Aim of the task —
In your answer, print every record exactly as it is written.

Material shown —
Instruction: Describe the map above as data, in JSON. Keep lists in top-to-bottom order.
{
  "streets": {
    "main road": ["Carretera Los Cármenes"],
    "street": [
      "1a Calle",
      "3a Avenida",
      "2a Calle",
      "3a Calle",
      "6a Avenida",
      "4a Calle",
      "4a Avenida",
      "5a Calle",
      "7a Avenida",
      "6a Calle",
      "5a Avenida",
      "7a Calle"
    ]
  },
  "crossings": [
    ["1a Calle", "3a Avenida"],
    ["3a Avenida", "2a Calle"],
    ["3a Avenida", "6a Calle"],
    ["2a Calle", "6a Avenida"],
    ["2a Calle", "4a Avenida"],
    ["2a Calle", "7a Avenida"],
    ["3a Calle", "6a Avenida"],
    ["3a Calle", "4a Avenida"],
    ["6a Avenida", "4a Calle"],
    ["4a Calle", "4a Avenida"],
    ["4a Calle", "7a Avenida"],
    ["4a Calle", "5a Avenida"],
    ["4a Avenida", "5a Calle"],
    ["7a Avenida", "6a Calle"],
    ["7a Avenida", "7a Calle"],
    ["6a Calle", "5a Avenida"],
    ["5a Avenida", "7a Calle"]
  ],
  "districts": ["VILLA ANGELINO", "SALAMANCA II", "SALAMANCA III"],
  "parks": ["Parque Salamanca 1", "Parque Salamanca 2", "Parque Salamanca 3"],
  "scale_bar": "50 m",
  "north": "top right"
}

Answer for the task —
Instruction: Describe the map above as data, in JSON. Keep lists in top-to-bottom order.
{
  "streets": {
    "main road": ["Carretera Los Cármenes"],
    "street": [
      "1a Calle",
      "3a Avenida",
      "2a Calle",
      "3a Calle",
      "6a Avenida",
      "4a Calle",
      "4a Avenida",
      "5a Calle",
      "7a Avenida",
      "6a Calle",
      "5a Avenida",
      "7a Calle"
    ]
  },
  "crossings": [
    ["1a Calle", "3a Avenida"],
    ["3a Avenida", "2a Calle"],
    ["3a Avenida", "6a Calle"],
    ["2a Calle", "6a Avenida"],
    ["2a Calle", "4a Avenida"],
    ["2a Calle", "7a Avenida"],
    ["3a Calle", "6a Avenida"],
    ["3a Calle", "4a Avenida"],
    ["6a Avenida", "4a Calle"],
    ["4a Calle", "4a Avenida"],
    ["4a Calle", "7a Avenida"],
    ["4a Calle", "5a Avenida"],
    ["4a Avenida", "5a Calle"],
    ["7a Avenida", "6a Calle"],
    ["7a Avenida", "7a Calle"],
    ["6a Calle", "5a Avenida"],
    ["5a Avenida", "7a Calle"]
  ],
  "districts": ["VILLA ANGELINO", "SALAMANCA II", "SALAMANCA III"],
  "parks": ["Parque Salamanca 1", "Parque Salamanca 2", "Parque Salamanca 3"],
  "scale_bar": "50 m",
  "north": "top right"
}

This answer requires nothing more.